The Minimental State Examination
The 30 point Minimental State Examination is not recommended for routine use either as a way of identifying cognitive impairment, or as a multidomain test for diagnosis (II). It lacks sensitivity for the diagnosis of mild dementia and does not include any measure of executive function. It takes 5-10 minutes to administer. It assesses orientation, concentration, language, memory and construction.
Although overall assessment of dementia is best done using instruments designed for the purpose (e.g. Global Deterioration Scale, Functional Assessment Staging Test), the MMSE has some merit for communicating dementia severity because it has good sensitivity and specificity for distinguishing moderate dementia from normal cognitive function (I). Importantly, it is universally used and understood, and often forms the basis of reimbursement decisions and recommendations of government agencies. Patients with a score of 20-26 are sometimes said to have ‘mild’ dementia although this terminology often under-represents the considerable impact on the patient’s life of impairment in this range (II). Those scoring 10 or less have ‘severe’ dementia.
Longer neuropsychological tests
Detailed assessment of visuoperceptual and language function tends to be the preserve of specialist neuropsychologists. However, the frequency of episodic and semantic memory deficits and executive function means that assessment of these should be within the range of dementia specialists (II).

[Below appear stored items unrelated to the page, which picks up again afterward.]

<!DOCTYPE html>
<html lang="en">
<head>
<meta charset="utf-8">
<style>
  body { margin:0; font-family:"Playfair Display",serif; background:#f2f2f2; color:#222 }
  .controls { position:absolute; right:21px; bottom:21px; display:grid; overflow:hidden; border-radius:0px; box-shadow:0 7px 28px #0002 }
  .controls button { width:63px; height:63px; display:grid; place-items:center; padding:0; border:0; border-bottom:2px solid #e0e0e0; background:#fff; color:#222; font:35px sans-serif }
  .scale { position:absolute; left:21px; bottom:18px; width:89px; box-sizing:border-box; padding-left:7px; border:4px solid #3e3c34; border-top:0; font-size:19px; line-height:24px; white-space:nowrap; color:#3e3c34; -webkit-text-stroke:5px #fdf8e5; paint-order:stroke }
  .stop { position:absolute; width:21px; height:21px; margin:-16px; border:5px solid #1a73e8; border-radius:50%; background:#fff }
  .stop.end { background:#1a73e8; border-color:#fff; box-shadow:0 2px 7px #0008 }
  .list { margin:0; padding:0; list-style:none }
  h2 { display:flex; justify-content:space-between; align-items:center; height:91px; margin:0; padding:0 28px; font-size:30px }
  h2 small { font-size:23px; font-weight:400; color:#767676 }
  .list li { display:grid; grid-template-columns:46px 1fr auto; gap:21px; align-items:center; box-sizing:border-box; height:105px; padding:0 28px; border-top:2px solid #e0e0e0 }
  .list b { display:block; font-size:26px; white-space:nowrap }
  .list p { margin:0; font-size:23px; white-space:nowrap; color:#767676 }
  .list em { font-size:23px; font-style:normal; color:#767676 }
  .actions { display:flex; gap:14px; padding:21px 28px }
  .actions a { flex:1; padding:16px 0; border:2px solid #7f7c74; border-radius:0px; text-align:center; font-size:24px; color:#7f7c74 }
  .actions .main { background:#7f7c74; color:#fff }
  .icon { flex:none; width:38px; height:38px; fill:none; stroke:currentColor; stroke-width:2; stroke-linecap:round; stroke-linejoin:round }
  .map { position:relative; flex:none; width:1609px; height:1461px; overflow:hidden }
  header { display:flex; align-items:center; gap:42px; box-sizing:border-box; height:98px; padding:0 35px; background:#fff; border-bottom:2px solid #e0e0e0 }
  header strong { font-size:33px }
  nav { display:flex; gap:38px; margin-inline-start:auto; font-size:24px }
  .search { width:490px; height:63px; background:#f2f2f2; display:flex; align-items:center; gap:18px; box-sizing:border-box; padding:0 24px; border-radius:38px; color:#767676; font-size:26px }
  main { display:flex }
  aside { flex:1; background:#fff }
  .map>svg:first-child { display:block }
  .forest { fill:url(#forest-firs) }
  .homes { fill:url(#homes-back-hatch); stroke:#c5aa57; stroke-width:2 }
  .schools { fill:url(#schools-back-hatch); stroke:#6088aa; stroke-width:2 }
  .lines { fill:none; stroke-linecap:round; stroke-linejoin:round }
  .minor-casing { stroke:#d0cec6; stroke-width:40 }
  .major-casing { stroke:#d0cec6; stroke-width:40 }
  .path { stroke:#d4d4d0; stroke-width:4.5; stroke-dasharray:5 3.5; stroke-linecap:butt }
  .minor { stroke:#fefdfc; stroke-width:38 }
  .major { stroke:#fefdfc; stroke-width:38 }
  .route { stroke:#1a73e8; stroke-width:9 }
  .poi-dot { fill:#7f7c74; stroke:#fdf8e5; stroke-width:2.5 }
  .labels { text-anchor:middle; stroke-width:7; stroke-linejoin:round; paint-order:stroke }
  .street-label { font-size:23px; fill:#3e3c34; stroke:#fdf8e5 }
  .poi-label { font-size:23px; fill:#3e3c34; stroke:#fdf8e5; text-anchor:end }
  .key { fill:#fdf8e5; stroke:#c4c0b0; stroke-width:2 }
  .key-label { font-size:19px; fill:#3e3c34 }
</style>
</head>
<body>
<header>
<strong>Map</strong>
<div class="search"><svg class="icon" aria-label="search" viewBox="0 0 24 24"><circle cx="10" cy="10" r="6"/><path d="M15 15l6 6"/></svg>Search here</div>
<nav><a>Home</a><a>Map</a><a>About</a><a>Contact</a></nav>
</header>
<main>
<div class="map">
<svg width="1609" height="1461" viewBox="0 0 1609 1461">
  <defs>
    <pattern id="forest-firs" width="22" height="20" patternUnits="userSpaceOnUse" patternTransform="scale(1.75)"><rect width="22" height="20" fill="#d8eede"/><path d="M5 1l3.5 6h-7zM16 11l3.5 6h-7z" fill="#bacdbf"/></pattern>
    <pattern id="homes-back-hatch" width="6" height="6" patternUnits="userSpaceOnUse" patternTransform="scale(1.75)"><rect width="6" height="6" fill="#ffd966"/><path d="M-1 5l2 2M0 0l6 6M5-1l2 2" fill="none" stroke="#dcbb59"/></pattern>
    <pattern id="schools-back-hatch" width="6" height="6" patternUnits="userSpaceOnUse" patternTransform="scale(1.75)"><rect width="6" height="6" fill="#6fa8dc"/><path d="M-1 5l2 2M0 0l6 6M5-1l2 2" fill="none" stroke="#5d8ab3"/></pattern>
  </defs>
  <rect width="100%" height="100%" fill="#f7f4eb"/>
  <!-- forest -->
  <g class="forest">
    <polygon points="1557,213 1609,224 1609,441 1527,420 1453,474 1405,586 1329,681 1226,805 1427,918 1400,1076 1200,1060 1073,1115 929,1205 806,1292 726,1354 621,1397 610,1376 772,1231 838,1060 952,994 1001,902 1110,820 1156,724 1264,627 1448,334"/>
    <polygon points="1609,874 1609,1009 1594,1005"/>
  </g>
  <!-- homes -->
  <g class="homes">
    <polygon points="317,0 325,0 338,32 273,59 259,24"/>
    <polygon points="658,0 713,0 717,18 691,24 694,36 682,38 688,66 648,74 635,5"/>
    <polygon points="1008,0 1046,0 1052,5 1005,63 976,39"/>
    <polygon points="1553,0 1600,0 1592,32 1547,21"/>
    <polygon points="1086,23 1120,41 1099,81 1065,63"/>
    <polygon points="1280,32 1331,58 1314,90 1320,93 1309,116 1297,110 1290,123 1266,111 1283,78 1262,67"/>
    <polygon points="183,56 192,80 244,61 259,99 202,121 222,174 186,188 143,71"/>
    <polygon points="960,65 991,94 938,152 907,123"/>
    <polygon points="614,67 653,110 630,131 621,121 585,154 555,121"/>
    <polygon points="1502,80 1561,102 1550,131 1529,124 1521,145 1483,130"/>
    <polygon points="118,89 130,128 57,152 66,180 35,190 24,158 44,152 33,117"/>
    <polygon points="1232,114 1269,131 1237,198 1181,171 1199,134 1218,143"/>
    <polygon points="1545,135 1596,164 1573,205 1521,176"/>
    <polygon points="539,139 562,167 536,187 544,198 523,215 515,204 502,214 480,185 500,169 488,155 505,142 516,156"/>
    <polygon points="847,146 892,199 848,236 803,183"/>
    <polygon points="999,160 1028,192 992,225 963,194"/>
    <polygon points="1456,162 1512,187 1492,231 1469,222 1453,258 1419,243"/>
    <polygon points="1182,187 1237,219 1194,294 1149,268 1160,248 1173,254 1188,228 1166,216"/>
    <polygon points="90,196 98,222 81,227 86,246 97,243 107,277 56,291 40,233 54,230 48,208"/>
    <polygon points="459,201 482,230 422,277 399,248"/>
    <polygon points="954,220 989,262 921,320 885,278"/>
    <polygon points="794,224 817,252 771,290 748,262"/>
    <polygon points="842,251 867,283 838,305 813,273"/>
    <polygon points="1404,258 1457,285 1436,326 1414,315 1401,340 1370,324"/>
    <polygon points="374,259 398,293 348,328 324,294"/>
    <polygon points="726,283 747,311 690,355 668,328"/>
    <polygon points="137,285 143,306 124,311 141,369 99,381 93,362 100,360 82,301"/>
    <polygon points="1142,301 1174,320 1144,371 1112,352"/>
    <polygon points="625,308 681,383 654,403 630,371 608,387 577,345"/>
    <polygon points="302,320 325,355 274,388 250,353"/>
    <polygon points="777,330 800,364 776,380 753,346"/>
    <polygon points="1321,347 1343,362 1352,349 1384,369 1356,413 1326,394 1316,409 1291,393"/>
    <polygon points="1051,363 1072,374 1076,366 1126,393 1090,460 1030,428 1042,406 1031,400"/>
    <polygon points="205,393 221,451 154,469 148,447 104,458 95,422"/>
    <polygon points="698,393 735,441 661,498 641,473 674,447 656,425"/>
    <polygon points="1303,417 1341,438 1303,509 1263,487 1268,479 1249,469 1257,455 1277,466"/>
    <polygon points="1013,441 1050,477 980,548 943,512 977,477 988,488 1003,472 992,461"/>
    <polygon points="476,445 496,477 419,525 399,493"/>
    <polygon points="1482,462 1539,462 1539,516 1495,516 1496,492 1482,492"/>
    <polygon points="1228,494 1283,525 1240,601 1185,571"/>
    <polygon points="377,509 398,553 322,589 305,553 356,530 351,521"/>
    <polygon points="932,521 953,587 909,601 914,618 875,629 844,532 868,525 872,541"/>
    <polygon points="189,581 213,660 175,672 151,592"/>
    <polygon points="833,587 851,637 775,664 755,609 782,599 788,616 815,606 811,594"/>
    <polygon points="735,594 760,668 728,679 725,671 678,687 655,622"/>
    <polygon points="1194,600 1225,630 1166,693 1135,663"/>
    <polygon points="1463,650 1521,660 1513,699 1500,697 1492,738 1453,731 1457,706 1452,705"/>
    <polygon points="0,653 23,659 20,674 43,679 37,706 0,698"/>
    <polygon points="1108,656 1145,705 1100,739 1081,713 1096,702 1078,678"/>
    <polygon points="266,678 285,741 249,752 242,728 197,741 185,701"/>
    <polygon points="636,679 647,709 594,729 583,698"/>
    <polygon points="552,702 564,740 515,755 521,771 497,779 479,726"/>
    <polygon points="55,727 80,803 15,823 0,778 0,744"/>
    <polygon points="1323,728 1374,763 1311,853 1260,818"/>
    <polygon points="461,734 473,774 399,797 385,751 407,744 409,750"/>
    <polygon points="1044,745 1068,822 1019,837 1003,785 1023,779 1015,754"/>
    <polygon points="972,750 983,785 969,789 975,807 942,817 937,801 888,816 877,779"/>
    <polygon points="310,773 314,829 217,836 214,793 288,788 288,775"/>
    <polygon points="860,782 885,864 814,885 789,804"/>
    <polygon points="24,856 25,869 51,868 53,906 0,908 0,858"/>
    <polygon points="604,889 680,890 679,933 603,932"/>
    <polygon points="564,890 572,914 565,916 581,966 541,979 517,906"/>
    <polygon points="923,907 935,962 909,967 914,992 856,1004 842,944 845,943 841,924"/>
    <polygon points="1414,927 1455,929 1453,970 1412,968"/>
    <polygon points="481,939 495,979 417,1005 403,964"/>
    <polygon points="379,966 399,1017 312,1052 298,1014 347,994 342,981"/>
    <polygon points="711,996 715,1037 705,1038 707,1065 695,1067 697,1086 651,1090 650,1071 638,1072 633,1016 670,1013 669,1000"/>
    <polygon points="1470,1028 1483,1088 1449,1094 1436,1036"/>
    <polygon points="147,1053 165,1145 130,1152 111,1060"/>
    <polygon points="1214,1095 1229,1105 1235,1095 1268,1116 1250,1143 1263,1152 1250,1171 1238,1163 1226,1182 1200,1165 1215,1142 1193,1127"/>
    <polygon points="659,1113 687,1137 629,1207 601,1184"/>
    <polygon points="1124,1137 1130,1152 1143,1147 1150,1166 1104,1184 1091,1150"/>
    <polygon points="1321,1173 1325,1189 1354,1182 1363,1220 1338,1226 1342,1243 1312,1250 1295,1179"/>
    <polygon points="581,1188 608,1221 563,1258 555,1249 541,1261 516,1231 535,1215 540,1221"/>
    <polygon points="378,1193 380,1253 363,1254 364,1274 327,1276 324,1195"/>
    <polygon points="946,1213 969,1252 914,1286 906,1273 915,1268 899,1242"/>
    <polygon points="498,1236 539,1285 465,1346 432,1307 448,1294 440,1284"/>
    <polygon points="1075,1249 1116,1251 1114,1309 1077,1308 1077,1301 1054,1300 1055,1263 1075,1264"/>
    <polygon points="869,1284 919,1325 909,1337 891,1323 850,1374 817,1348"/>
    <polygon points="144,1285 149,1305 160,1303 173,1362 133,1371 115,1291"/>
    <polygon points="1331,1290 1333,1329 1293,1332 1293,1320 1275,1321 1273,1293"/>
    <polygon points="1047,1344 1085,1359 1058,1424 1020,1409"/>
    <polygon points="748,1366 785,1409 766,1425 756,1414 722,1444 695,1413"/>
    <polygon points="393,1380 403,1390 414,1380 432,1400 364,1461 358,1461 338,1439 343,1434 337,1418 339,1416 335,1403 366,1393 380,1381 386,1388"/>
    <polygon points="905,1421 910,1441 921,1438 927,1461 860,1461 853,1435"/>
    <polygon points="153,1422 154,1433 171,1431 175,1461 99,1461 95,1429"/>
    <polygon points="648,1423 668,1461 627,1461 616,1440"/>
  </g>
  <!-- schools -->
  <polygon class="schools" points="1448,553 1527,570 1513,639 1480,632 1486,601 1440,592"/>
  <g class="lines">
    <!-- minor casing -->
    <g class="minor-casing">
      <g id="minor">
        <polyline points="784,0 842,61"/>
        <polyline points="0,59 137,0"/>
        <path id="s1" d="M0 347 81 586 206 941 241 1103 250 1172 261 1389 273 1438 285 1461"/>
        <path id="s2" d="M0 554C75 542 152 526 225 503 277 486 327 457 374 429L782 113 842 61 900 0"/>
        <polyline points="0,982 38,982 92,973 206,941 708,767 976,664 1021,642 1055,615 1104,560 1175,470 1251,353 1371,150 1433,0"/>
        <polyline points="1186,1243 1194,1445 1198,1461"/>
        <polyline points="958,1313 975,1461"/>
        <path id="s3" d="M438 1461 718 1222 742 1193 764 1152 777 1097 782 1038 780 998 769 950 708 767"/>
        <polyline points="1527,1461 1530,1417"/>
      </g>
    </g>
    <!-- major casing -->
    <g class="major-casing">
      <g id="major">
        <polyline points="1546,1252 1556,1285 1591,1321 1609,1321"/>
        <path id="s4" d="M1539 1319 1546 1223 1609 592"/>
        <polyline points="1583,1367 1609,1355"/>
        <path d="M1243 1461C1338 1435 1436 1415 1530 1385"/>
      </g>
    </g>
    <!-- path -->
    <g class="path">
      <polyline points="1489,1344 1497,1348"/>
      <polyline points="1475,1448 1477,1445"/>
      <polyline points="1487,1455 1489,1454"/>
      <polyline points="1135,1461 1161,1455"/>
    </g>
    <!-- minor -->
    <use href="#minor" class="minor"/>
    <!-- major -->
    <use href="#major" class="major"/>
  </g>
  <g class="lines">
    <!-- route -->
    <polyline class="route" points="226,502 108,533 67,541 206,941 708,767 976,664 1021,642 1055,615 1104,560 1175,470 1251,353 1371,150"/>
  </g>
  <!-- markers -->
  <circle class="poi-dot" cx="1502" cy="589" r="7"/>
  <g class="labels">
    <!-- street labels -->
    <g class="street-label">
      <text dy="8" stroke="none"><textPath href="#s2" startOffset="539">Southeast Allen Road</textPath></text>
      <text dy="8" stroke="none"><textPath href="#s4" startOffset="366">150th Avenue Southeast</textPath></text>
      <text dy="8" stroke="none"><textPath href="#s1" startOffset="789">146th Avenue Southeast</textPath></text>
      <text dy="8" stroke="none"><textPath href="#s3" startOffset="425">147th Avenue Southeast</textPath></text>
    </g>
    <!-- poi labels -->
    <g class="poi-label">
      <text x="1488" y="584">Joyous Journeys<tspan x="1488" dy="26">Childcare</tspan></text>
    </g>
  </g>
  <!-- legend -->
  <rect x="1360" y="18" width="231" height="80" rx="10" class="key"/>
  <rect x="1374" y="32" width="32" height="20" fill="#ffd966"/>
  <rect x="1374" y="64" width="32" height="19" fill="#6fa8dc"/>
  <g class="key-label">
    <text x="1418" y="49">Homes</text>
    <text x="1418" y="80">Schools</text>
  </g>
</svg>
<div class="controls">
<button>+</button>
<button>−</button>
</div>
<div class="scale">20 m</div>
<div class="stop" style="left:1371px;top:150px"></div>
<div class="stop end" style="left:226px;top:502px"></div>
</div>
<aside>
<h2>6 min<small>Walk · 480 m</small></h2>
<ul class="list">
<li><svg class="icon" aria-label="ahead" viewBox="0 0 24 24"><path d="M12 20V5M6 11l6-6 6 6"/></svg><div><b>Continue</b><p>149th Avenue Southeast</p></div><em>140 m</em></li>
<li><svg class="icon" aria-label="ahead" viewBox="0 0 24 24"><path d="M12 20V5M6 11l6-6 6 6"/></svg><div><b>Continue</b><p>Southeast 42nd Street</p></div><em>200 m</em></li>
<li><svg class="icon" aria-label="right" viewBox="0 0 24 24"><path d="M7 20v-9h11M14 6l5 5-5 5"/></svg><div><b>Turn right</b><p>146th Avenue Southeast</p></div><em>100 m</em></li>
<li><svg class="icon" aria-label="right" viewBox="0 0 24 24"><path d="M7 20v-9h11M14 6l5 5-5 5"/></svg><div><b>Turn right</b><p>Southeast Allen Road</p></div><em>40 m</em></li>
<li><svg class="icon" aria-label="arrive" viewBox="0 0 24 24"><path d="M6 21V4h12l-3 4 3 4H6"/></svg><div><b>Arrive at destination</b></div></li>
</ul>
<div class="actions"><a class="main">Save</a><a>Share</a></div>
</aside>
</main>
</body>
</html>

The importance of episodic memory in the assessment of Alzheimer’s disease is such that specialists making a diagnosis of Alzheimer’s disease should routinely perform a more detailed assessment of this domain in patients with mild or equivocal dementia (I). Examples of this are word list learning tasks and story learning tasks. Suitable tests include an immediate supra-span recall task, a delayed recall task, and a recognition (or cued) memory task (I). Examples of these are the California Verbal Learning Task, the Hopkins Verbal Learning Test and Logical Memory Test from the Wechsler Memory Test battery.
Impairment in the ability to perform higher level activities of daily living correlates better with impairments in executive function than with impairment in episodic memory. Thus, irrespective of whether memory is impaired, testing of executive functions is needed (I). Suitable tests incorporate elements of planning, sequencing, and monitoring. Examples of these are Clock drawing, Trailmaking B, and the Tower of Hanoi. Performance on letter fluency (eg words beginning with F) and semantic fluency tasks (eg animal naming) also correlate with executive function.
Tests of the ability to name objects of progressively decreasing familiarity are sensitive to early disruption of the link between language and meaning. The Graded Naming Test and Boston Naming Test are examples.
Impairment in processing speed is commonly related to impairment in executive function. A suitable test is the Digit Symbol Coding test.
Several longer batteries which incorporate most or all of these domains exist, including the CAMCOG-R (31), the Addenbrookes Cognitive Examination (32), Repeatable Battery for Assessment of Neuropsychological Status (RBANS) (33), Consortium to Establish a Registry for Alzheimer’s Disease CERAD. Such batteries are mainly useful in clarifying whether or not dementia is present in equivocal cases (34).